# What you need to do
Stop at the line containing "M1242,12H1343V60L1254,78Z": repeat exactly every line of the entries below from the first up to it, plus that line, with pictures omitted.

[Saved entries]

• • • •

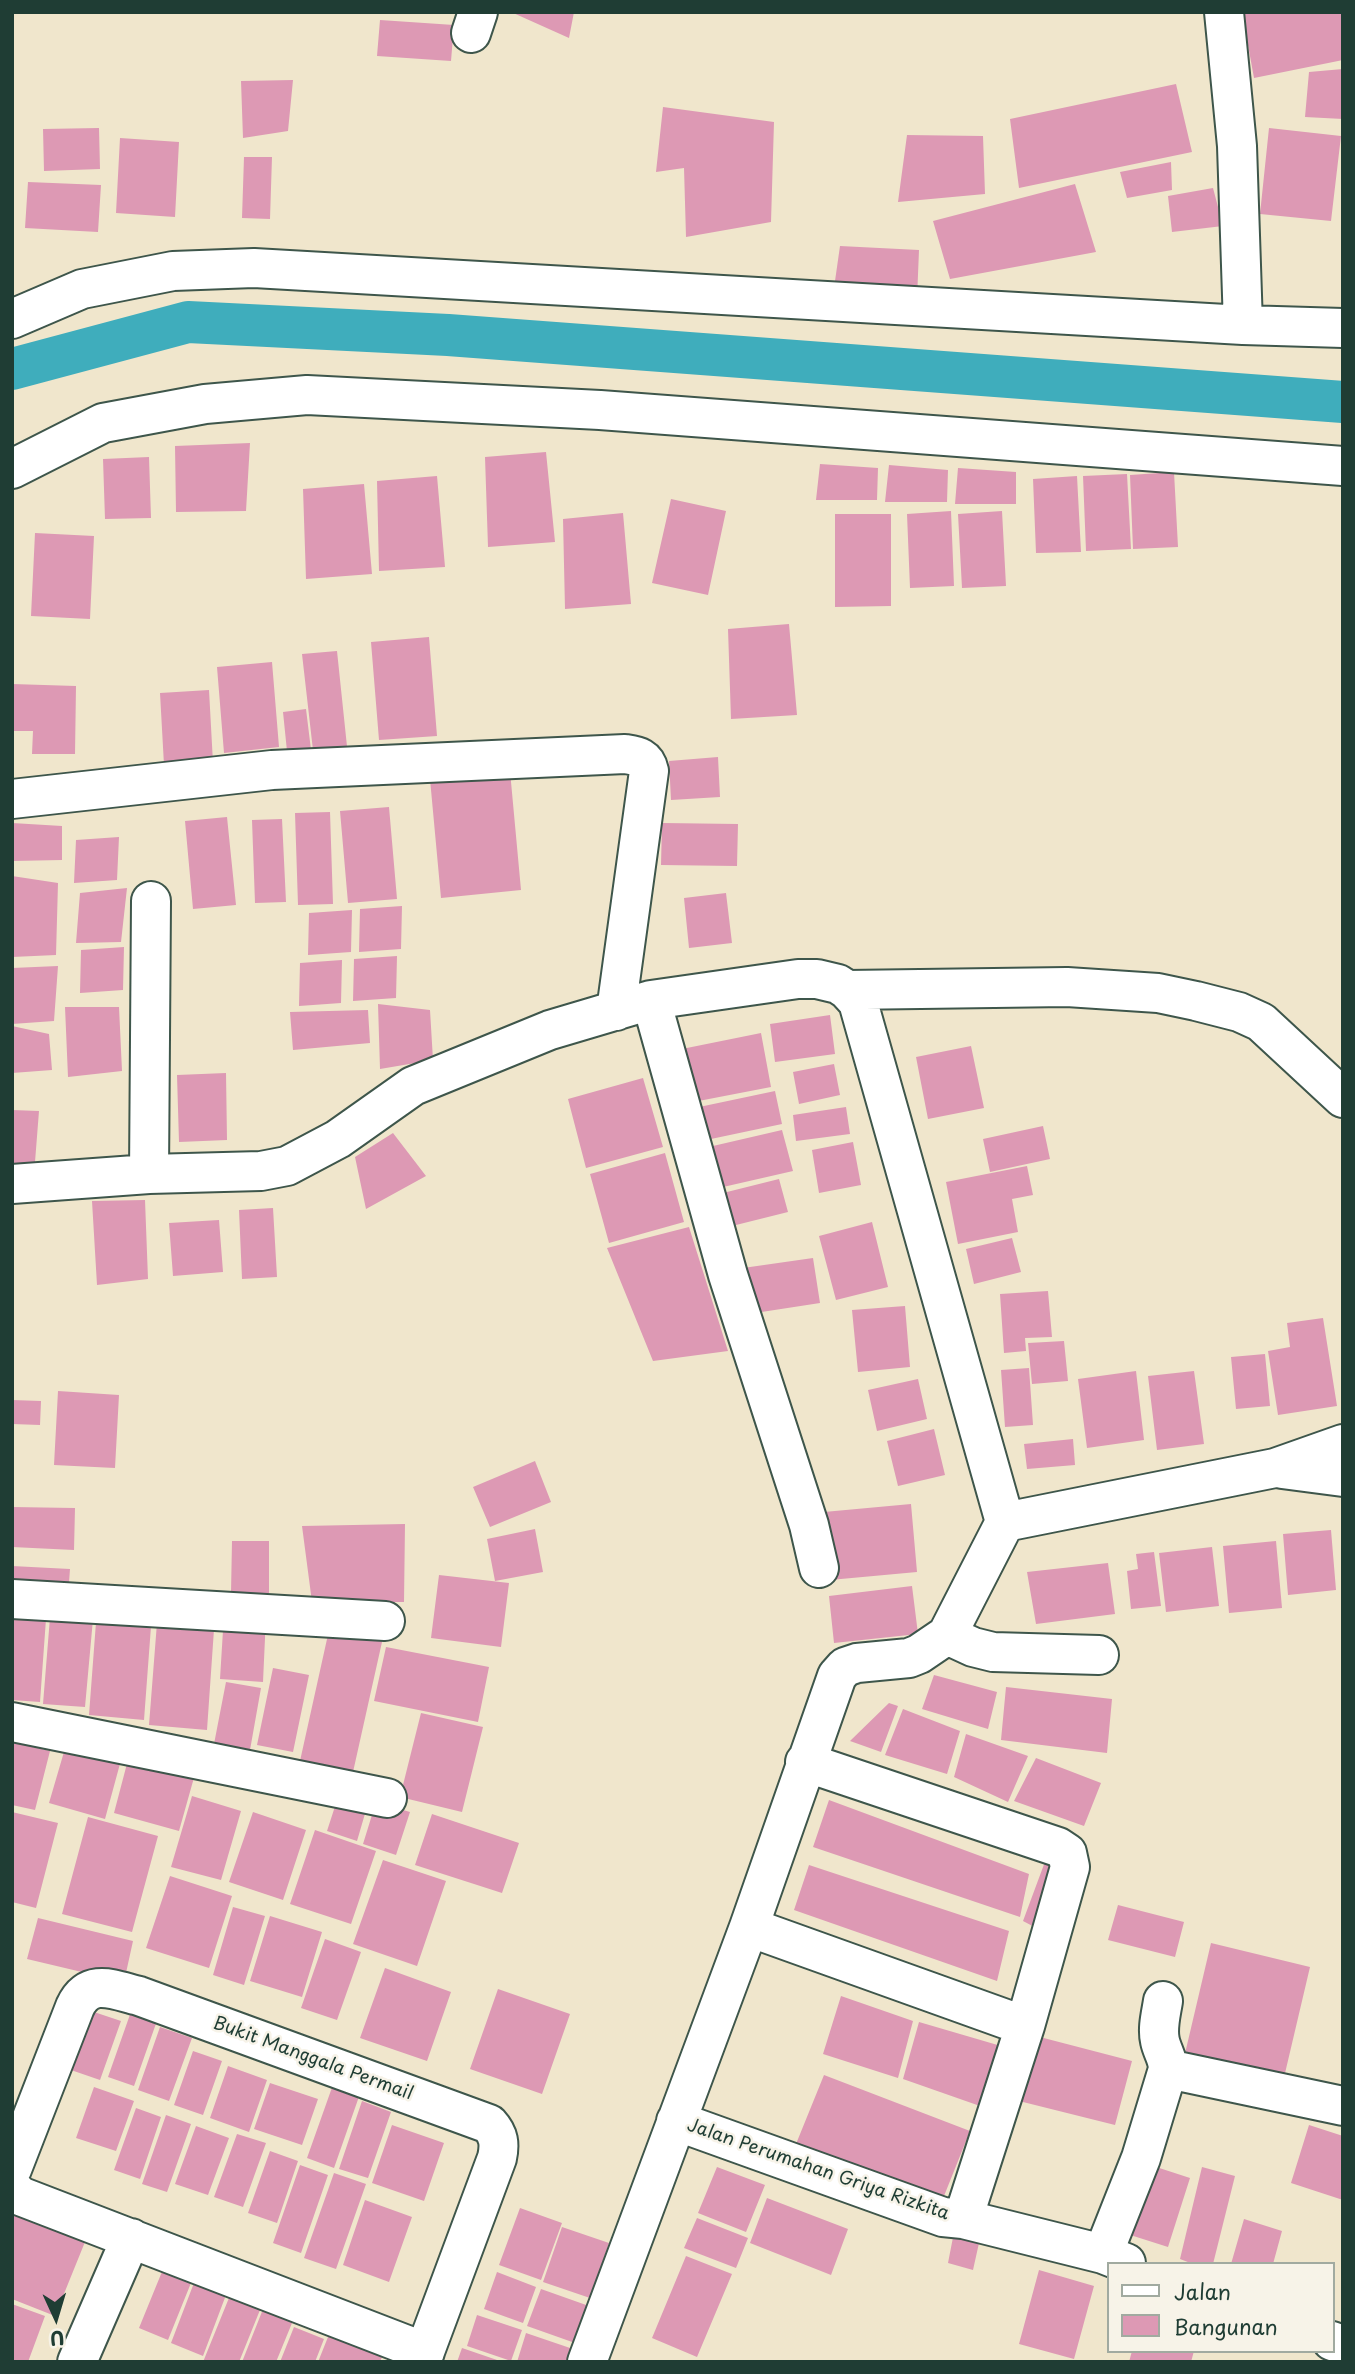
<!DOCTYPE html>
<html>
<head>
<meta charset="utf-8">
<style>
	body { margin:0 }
	#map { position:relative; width:1355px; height:2374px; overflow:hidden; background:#f0e6cc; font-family:"Playpen Sans",sans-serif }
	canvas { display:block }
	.frame { position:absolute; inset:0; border:14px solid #1f3d34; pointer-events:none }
	.legend { position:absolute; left:1107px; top:2262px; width:228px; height:91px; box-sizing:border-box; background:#f7f3e8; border:2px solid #a1aaa0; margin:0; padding:9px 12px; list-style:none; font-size:21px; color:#1f3d34 }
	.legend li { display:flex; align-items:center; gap:14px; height:35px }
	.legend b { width:35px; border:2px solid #a1aaa0 }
	.north { position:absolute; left:21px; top:2283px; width:70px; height:70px; -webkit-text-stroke:5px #f7f3e8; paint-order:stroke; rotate:176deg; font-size:19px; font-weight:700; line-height:28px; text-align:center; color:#1f3d34 }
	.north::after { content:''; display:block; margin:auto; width:24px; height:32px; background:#1f3d34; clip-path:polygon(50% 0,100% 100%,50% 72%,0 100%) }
</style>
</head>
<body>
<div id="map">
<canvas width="1355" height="2374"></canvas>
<div class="frame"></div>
<ul class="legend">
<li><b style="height:9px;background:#fff"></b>Jalan</li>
<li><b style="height:19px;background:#dd99b4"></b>Bangunan</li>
</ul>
<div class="north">U</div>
</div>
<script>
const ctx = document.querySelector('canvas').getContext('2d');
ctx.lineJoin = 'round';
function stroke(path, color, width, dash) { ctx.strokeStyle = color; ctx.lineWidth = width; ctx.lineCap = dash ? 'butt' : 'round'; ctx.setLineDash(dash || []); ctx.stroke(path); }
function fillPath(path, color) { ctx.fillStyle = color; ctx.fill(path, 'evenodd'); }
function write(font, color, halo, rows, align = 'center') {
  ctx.font = font + ' "Playpen Sans",sans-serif'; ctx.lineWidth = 5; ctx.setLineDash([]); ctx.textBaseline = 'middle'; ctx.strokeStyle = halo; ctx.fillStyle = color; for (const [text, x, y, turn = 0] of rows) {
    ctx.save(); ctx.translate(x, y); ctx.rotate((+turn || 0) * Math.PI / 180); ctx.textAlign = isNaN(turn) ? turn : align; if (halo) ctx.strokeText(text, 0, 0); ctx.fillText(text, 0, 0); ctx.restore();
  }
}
stroke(new Path2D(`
	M12,369L188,322L448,335L1343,402`), '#3fadbc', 42);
fillPath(new Path2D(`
	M511,12H574L569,38Z
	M1242,12H1343V60L1254,78Z
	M380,20L454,25L451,61L377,56Z
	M1343,69V119L1305,117L1309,72Z
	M293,80L288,131L243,138L241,81Z
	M1176,84L1192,152L1019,188L1010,119Z
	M663,107L774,122L771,222L686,237L684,168L656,172Z
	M99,128L100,169L44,171L43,129Z
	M1269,128L1341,136L1331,221L1260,214Z
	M907,135L983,136L985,194L898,202Z
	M120,138L179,142L175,217L116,213Z
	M244,157H272L270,219L242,218Z
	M1171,162L1172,190L1127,198L1120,172Z
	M28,182L101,185L98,232L25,228Z
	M1075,184L1096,252L950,279L933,221Z
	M1213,188L1223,226L1172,232L1168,196Z
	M840,246L919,250L917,299L833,295Z
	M250,443L246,511L176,512L175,446Z
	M546,452L555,542L488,547L485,457Z
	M149,457L151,518L105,519L103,459Z
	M820,464L878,468L877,500H816Z
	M889,465L948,470L947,502H885Z
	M958,468L1016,472V504H955Z
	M1174,472L1178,547L1133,549L1130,475Z
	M1127,474L1131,549L1086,551L1083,476Z
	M437,476L445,567L379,571L377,481Z
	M1077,476L1081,552L1036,553L1033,479Z
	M364,484L372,574L306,579L303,489Z
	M671,499L726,511L708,595L652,583Z
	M951,511L954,586L910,588L907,514Z
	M1002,511L1006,586L962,588L958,514Z
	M623,513L631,604L565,609L563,519Z
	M835,514H891V606L835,607Z
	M35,533L94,536L90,619L31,616Z
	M789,624L797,715L731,719L728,629Z
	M429,637L437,736L379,740L371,642Z
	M337,651L348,756L314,759L302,654Z
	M272,662L279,747L224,753L217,667Z
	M12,684L76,686L75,754H32L33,731H12Z
	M209,690L213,763L164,765L160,693Z
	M306,709L312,758L288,761L283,712Z
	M718,757L720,797L671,800L669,761Z
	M510,771L521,890L441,898L430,779Z
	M389,807L397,899L348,903L340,811Z
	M330,812L333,904L298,905L295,813Z
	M227,817L236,905L193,909L185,821Z
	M282,819L286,902L255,903L252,820Z
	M12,823L62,826V860L12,861Z
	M662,823L738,824L737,866L661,865Z
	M119,837L117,880L74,883L76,840Z
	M12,876L58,883L56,955L12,957Z
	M127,888L121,942L76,943L80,893Z
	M726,893L732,943L689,948L684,898Z
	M402,906L401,949L359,952L360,909Z
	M352,910L351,952L308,955L309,913Z
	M124,947L123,990L80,993L81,950Z
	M397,956L396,998L353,1001L354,959Z
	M342,960L341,1003L299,1006L300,963Z
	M58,966L54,1021L12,1024V968Z
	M378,1004L430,1010L433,1060L380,1069Z
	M65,1007H119L122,1071L68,1077Z
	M368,1010L370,1043L293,1050L290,1012Z
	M830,1015L835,1054L775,1062L770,1024Z
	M12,1026L49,1034L52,1070L12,1073Z
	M761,1033L771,1087L683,1104L672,1051Z
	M971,1046L984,1108L928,1119L916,1057Z
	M834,1064L840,1095L799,1104L793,1072Z
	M226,1073L227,1140L179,1142L177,1075Z
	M643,1078L663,1147L586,1168L568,1099Z
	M775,1091L782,1124L692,1143L685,1110Z
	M846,1107L850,1134L796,1141L793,1115Z
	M12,1110L39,1111L35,1162L12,1164Z
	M1043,1126L1050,1159L990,1172L983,1139Z
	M782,1130L793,1171L710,1190L700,1149Z
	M393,1133L426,1176L366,1209L355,1157Z
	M853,1142L861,1185L819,1193L812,1150Z
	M665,1153L684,1222L609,1243L590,1174Z
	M1027,1166L1033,1195L1012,1199L1018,1232L958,1244L946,1182Z
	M779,1179L788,1212L720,1229L711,1196Z
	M145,1200L148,1279L97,1285L92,1201Z
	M273,1208L277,1277L242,1279L239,1210Z
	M219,1220L223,1272L173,1276L169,1223Z
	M872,1222L888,1287L836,1300L819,1236Z
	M689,1227L728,1351L653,1361L607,1248Z
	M1012,1238L1021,1272L974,1284L966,1249Z
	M813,1258L820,1303L742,1315L736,1269Z
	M1048,1291L1052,1337L1025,1338L1026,1351L1004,1353L1000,1294Z
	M905,1306L910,1367L858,1372L852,1310Z
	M1323,1318L1337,1406L1278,1415L1268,1351L1290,1347L1287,1323Z
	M1064,1341L1068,1381L1032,1384L1028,1343Z
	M1265,1354L1270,1406L1236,1409L1231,1357Z
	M1029,1368L1033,1425L1005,1427L1001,1370Z
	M1136,1371L1144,1440L1087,1448L1078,1379Z
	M1194,1371L1204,1444L1157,1450L1148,1376Z
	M918,1379L927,1419L877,1431L868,1390Z
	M58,1391L119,1395L115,1468L54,1465Z
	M12,1400L41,1401L40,1425L12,1424Z
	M934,1429L945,1475L898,1486L887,1441Z
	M1073,1439L1075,1465L1027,1469L1024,1444Z
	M535,1461L551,1502L490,1527L473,1487Z
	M911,1504L917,1572L830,1580L824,1512Z
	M12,1507L75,1508L74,1550L12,1547Z
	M405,1524L404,1602H312L302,1526Z
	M535,1529L543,1572L495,1581L487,1539Z
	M1331,1530L1336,1590L1288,1595L1283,1534Z
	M232,1541H269V1593H231Z
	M1276,1541L1282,1608L1229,1613L1223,1546Z
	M1212,1547L1219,1606L1166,1612L1159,1553Z
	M1154,1552L1161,1606L1131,1609L1127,1571L1138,1569L1136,1554Z
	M1108,1563L1115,1614L1036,1624L1027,1572Z
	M12,1566L70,1569L68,1596H12Z
	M439,1575L509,1583L501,1647L431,1638Z
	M912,1586L918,1634L834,1643L829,1596Z
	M12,1602L47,1605L40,1702L12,1700Z
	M51,1605L94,1608L85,1707L43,1704Z
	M97,1609L152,1613L144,1720L89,1715Z
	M158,1610L215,1615L207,1730L149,1725Z
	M224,1614L266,1616L263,1682L220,1679Z
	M331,1621L384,1633L353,1772L300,1761Z
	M386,1647L489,1667L478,1722L374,1701Z
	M273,1668L309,1675L293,1752L257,1745Z
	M934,1675L997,1692L988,1729L922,1709Z
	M226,1682L261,1688L250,1750L214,1744Z
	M1006,1687L1112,1699L1107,1753L1001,1740Z
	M889,1703L898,1706L881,1752L850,1741Z
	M903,1709L960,1731L947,1774L885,1755Z
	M421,1713L483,1727L462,1812L400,1797Z
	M966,1734L1028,1756L1008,1802L954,1777Z
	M12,1742L50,1751L35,1810L12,1805Z
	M66,1745L121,1760L105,1819L49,1803Z
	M129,1756L195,1774L179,1831L114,1813Z
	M1036,1758L1101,1783L1084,1826L1014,1801Z
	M340,1791L369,1800L357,1841L327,1831Z
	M192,1796L241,1811L221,1880L171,1867Z
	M829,1800L1029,1874L1020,1917L813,1847Z
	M376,1802L410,1812L396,1855L363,1844Z
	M12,1812L58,1823L36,1908L12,1902Z
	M253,1812L306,1830L283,1900L229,1882Z
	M432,1814L519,1843L502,1893L415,1865Z
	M88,1817L158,1836L132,1932L62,1914Z
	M315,1830L376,1851L351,1924L290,1904Z
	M1046,1859L1066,1868L1042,1931L1023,1921Z
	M383,1860L446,1881L417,1966L353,1944Z
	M809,1865L1009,1931L997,1981L794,1910Z
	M170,1876L232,1896L209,1968L146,1948Z
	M1118,1905L1184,1922L1175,1957L1108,1940Z
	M233,1907L265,1916L244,1985L213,1975Z
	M270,1916L322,1932L302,1997L250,1981Z
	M38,1918L133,1941L124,1982L27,1959Z
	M325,1939L361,1952L337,2020L301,2008Z
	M1211,1943L1310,1967L1282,2086L1183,2062Z
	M385,1968L451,1992L427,2061L360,2038Z
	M498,1989L570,2014L542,2094L470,2069Z
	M841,1996L913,2021L898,2078L823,2054Z
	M133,2006L159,2015L134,2086L108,2077Z
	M88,2010L121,2021L100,2080L68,2069Z
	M919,2022L1001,2046L980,2106L903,2079Z
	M160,2027L192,2038L169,2101L138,2090Z
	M1036,2036L1132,2061L1115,2125L1019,2101Z
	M193,2051L222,2061L203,2115L174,2105Z
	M228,2066L267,2080L249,2132L210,2118Z
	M824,2075L970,2131L942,2201L796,2144Z
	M335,2079L362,2088L334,2168L307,2158Z
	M270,2083L318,2099L302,2145L254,2129Z
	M94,2087L134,2101L116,2151L76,2138Z
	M362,2101L391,2112L368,2178L339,2169Z
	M136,2108L161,2117L140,2179L114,2170Z
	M166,2115L191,2124L167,2192L142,2184Z
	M392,2125L444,2143L424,2201L372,2183Z
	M1309,2125L1343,2136V2200L1291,2183Z
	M196,2126L229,2138L208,2195L175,2184Z
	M237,2134L266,2143L243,2207L214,2197Z
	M270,2151L298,2161L277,2223L248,2213Z
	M1147,2164L1190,2178L1168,2247L1124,2233Z
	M300,2165L328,2175L301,2253L273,2243Z
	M717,2167L765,2185L746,2232L698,2213Z
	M1202,2167L1235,2176L1213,2264H1193L1180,2259Z
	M334,2173L366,2184L336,2269L304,2258Z
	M767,2198L848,2229L831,2275L750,2243Z
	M365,2200L412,2217L389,2282L343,2265Z
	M12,2202L89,2232L55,2316L12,2299Z
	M520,2208L562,2223L541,2280L499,2265Z
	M697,2218L748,2238L736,2268L684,2248Z
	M1244,2219L1282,2231L1273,2264H1231Z
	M562,2227L609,2243L590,2298L543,2282Z
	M955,2227L981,2234L973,2270L948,2263Z
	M686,2256L732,2274L697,2357L652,2338Z
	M168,2257L197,2268L168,2340L139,2328Z
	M1039,2270L1094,2286L1074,2359L1019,2344Z
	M497,2272L536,2287L523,2323L484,2309Z
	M197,2275L229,2287L203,2356L171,2343Z
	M233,2288L264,2300L239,2362H203Z
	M541,2289L589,2306L575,2343L527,2326Z
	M269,2294L299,2306L276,2362H242Z
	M12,2304L45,2316L28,2362H12Z
	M477,2315L522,2330L511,2361L467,2346Z
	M334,2322L387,2344L380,2362H318Z
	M294,2327L324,2339L315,2362H280Z
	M526,2333L573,2349L569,2362H517Z
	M462,2348L500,2361V2362H457Z
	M1132,2351H1194L1191,2362H1129Z`), '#dd99b4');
const minor = new Path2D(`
	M1224,12L1237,146L1243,325
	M471,33L478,12
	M12,319L82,289L173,271L254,268L1243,325L1343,328
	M12,469L103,423L205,404L307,395L600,410L1343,466
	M12,799L272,770L625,754C638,756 646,757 649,771L616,1011
	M847,990L1067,987L1158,993L1196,1001L1239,1012L1261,1022L1343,1098
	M651,1000L728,1275L809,1525L819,1568
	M149,1174L151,901
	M12,1184L149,1174L261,1171L287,1166L338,1139L413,1086L550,1030L651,1000L798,979H817L838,984L847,990L858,1002L1005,1522
	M1282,1469L1343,1477
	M1005,1522L1275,1468L1343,1444
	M12,1599L385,1621
	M947,1635L973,1647L993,1652L1099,1655
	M12,1722L387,1798
	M805,1762L1058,1847L1067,1853L1070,1867L1025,2026
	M1168,2069L1343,2106
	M676,2121L943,2217L963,2219L1025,2026L749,1927
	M12,2169L75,2007C89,1977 114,1990 139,1996L489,2124C499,2135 500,2144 497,2158L421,2362
	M12,2188L20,2196L425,2352
	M963,2219L1103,2254L1126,2263
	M1103,2254L1141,2158L1168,2069C1168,2058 1162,2051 1160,2041C1157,2028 1161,2014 1163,2001
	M1332,2341L1343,2345
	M77,2362L131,2238
	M587,2362L749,1927L837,1676L845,1667L857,1663L909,1658L919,1654L947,1635L1005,1522`);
stroke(minor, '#3e564b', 42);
stroke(minor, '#fff', 38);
write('18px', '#1f3d34', '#f7f3e8', [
	["Bukit Manggala Permail",313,2059,20],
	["Jalan Perumahan Griya Rizkita",818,2170,19]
]);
</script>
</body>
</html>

• • • •

# Exercise result
<!DOCTYPE html>
<html>
<head>
<meta charset="utf-8">
<style>
	body { margin:0 }
	#map { position:relative; width:1355px; height:2374px; overflow:hidden; background:#f0e6cc; font-family:"Playpen Sans",sans-serif }
	canvas { display:block }
	.frame { position:absolute; inset:0; border:14px solid #1f3d34; pointer-events:none }
	.legend { position:absolute; left:1107px; top:2262px; width:228px; height:91px; box-sizing:border-box; background:#f7f3e8; border:2px solid #a1aaa0; margin:0; padding:9px 12px; list-style:none; font-size:21px; color:#1f3d34 }
	.legend li { display:flex; align-items:center; gap:14px; height:35px }
	.legend b { width:35px; border:2px solid #a1aaa0 }
	.north { position:absolute; left:21px; top:2283px; width:70px; height:70px; -webkit-text-stroke:5px #f7f3e8; paint-order:stroke; rotate:176deg; font-size:19px; font-weight:700; line-height:28px; text-align:center; color:#1f3d34 }
	.north::after { content:''; display:block; margin:auto; width:24px; height:32px; background:#1f3d34; clip-path:polygon(50% 0,100% 100%,50% 72%,0 100%) }
</style>
</head>
<body>
<div id="map">
<canvas width="1355" height="2374"></canvas>
<div class="frame"></div>
<ul class="legend">
<li><b style="height:9px;background:#fff"></b>Jalan</li>
<li><b style="height:19px;background:#dd99b4"></b>Bangunan</li>
</ul>
<div class="north">U</div>
</div>
<script>
const ctx = document.querySelector('canvas').getContext('2d');
ctx.lineJoin = 'round';
function stroke(path, color, width, dash) { ctx.strokeStyle = color; ctx.lineWidth = width; ctx.lineCap = dash ? 'butt' : 'round'; ctx.setLineDash(dash || []); ctx.stroke(path); }
function fillPath(path, color) { ctx.fillStyle = color; ctx.fill(path, 'evenodd'); }
function write(font, color, halo, rows, align = 'center') {
  ctx.font = font + ' "Playpen Sans",sans-serif'; ctx.lineWidth = 5; ctx.setLineDash([]); ctx.textBaseline = 'middle'; ctx.strokeStyle = halo; ctx.fillStyle = color; for (const [text, x, y, turn = 0] of rows) {
    ctx.save(); ctx.translate(x, y); ctx.rotate((+turn || 0) * Math.PI / 180); ctx.textAlign = isNaN(turn) ? turn : align; if (halo) ctx.strokeText(text, 0, 0); ctx.fillText(text, 0, 0); ctx.restore();
  }
}
stroke(new Path2D(`
	M12,369L188,322L448,335L1343,402`), '#3fadbc', 42);
fillPath(new Path2D(`
	M511,12H574L569,38Z
	M1242,12H1343V60L1254,78Z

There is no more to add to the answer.